[WORK INSTRUCTION]
Draw out every line with the word "absolute" from the listing below.

[INPUT FOR THIS TASK]
● ● ● ●
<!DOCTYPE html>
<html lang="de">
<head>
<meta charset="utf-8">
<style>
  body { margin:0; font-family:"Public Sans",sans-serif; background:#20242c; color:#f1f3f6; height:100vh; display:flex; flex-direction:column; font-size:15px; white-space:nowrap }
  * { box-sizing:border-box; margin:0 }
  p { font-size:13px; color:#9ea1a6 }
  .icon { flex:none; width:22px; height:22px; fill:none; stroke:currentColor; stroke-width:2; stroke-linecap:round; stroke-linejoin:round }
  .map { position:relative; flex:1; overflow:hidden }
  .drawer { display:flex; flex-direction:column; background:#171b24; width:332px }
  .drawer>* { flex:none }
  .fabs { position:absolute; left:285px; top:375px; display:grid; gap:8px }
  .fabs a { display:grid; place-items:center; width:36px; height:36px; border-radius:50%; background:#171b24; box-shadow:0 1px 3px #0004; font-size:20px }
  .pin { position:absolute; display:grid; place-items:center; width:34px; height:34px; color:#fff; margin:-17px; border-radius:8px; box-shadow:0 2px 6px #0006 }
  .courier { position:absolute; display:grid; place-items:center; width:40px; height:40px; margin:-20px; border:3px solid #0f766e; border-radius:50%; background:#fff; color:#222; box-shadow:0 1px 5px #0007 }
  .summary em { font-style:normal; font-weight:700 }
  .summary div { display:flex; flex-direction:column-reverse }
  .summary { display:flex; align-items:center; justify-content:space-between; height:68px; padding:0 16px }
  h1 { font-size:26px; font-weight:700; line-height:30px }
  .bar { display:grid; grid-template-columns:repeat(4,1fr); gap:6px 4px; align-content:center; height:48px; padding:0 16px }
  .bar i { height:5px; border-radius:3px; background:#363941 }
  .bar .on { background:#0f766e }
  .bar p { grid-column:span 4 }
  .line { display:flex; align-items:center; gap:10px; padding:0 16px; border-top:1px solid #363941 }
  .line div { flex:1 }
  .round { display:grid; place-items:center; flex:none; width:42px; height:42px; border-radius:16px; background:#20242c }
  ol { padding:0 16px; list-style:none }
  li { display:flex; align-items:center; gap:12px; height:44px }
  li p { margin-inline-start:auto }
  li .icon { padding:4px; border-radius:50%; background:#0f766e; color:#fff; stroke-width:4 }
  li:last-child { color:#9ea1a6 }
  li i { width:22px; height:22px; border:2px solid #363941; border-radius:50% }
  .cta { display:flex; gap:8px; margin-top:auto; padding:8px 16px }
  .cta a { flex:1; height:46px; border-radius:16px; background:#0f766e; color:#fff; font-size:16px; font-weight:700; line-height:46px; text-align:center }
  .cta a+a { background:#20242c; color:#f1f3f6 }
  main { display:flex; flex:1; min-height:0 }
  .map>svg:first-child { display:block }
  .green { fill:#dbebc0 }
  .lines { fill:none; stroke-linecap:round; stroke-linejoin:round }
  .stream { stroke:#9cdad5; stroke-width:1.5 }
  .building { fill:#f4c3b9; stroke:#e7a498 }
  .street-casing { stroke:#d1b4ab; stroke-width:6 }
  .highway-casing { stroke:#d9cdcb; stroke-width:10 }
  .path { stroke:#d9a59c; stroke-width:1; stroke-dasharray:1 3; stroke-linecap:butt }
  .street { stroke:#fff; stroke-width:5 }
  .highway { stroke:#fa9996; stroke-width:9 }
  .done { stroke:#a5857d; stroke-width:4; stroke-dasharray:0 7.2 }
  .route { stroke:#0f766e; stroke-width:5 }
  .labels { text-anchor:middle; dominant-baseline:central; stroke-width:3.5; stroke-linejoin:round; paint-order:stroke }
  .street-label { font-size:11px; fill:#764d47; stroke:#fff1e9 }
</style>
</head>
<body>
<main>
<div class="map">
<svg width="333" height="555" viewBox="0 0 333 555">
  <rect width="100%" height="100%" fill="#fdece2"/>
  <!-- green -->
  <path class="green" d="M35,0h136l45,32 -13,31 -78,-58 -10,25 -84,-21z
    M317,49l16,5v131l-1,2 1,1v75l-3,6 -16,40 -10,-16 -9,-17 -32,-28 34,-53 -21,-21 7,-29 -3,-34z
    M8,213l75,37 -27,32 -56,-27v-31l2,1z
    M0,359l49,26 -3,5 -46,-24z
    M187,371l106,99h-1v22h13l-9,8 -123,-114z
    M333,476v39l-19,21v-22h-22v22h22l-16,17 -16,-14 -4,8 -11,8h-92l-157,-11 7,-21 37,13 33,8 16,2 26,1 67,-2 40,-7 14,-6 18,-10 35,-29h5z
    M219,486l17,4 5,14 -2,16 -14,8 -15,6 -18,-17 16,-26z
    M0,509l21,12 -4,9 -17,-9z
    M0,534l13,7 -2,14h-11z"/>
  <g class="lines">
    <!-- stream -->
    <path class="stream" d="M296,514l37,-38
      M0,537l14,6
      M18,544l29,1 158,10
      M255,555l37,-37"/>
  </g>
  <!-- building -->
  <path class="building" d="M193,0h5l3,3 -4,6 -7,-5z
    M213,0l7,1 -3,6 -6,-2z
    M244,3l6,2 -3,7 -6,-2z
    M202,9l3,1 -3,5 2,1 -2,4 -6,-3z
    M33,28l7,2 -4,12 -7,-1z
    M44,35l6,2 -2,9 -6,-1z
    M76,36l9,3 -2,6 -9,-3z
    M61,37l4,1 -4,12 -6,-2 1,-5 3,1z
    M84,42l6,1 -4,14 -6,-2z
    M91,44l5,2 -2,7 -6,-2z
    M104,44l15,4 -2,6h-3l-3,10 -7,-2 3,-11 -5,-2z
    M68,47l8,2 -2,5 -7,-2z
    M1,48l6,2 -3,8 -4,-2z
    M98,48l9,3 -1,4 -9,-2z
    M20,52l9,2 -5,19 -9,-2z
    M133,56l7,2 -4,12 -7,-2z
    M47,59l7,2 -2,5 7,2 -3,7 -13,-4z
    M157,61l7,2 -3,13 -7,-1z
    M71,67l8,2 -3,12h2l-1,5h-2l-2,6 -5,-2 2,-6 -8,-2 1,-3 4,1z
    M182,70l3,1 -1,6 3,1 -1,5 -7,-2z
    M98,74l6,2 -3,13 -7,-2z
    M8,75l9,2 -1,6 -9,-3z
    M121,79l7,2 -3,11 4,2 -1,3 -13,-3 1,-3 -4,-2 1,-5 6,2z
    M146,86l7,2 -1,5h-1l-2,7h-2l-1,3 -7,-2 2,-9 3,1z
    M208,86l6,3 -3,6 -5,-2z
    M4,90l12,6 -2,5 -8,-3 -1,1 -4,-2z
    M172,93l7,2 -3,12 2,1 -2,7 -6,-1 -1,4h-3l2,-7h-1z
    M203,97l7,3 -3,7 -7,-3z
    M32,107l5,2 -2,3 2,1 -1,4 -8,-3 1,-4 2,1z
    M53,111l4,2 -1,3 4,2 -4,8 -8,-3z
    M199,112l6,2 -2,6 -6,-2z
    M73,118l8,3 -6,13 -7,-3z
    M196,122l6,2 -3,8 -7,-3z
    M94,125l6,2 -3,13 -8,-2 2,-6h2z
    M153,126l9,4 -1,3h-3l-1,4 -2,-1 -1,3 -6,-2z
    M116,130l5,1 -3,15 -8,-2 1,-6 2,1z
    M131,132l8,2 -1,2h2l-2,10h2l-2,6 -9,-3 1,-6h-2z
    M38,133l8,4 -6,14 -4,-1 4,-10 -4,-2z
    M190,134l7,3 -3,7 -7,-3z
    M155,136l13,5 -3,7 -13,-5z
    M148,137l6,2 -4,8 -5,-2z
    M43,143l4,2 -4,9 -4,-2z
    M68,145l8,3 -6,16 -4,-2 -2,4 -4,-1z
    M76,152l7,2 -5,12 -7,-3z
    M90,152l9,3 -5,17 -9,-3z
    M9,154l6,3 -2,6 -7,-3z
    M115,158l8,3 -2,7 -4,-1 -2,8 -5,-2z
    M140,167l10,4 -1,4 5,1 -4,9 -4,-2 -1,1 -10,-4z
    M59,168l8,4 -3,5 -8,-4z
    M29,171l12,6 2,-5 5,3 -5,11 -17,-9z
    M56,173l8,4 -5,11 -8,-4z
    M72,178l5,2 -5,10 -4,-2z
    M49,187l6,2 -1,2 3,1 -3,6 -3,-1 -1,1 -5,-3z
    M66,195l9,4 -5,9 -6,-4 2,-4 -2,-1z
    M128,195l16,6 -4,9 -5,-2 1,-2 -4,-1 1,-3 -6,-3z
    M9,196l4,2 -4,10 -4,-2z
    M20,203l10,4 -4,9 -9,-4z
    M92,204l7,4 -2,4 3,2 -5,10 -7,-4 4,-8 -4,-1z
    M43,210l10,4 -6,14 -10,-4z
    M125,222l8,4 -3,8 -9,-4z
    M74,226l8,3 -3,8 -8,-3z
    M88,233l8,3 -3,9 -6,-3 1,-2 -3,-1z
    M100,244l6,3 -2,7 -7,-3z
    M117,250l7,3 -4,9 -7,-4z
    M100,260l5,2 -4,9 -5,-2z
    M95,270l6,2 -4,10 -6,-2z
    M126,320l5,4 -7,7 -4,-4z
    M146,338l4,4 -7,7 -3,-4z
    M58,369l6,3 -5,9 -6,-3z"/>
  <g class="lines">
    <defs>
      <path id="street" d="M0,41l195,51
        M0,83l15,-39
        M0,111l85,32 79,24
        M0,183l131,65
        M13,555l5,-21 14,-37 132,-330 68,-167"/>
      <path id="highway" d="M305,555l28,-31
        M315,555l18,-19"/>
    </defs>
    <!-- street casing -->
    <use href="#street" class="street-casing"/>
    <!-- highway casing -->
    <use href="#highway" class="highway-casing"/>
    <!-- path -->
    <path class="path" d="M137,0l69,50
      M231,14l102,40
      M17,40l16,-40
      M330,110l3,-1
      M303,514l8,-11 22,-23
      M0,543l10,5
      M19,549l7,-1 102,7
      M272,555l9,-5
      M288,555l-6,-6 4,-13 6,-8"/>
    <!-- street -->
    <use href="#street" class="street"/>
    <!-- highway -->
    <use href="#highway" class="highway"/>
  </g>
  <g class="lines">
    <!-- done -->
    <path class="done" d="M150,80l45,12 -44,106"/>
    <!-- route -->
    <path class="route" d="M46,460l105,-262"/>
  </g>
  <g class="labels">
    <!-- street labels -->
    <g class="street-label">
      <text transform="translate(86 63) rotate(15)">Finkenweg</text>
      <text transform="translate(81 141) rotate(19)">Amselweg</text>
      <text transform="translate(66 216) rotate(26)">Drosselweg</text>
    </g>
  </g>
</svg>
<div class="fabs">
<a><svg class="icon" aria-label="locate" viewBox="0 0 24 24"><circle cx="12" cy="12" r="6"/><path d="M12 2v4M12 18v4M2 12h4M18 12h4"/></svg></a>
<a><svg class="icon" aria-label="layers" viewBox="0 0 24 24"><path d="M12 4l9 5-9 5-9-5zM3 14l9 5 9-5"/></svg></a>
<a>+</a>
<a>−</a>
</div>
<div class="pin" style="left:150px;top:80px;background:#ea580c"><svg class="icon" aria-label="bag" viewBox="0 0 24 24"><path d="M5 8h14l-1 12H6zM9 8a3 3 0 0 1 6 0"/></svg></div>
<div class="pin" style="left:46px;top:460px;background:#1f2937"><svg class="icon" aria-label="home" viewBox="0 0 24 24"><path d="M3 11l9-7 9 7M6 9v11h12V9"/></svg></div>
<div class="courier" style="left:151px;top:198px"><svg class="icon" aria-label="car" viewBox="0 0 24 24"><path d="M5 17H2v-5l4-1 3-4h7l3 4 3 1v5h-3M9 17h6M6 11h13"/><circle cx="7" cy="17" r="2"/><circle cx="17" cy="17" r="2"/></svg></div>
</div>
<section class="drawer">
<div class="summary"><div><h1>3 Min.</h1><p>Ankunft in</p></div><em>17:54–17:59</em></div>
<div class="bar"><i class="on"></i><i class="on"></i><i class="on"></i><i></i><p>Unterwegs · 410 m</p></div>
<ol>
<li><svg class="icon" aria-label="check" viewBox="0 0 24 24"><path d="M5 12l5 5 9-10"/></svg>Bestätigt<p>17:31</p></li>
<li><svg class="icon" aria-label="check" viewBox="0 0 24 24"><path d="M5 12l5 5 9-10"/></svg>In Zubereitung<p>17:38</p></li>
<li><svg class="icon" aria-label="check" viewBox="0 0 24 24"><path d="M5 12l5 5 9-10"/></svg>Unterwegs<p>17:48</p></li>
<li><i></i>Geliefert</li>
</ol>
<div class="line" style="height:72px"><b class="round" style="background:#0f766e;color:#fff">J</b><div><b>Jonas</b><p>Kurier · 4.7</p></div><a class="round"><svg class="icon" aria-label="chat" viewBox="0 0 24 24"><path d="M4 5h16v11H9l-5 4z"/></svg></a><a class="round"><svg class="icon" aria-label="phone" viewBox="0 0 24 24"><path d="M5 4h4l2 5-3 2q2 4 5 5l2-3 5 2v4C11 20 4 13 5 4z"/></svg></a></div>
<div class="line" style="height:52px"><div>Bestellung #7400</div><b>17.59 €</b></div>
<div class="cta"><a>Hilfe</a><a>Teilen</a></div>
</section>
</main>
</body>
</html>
● ● ● ●
[WRITTEN REPLY]
  .fabs { position:absolute; left:285px; top:375px; display:grid; gap:8px }
  .pin { position:absolute; display:grid; place-items:center; width:34px; height:34px; color:#fff; margin:-17px; border-radius:8px; box-shadow:0 2px 6px #0006 }
  .courier { position:absolute; display:grid; place-items:center; width:40px; height:40px; margin:-20px; border:3px solid #0f766e; border-radius:50%; background:#fff; color:#222; box-shadow:0 1px 5px #0007 }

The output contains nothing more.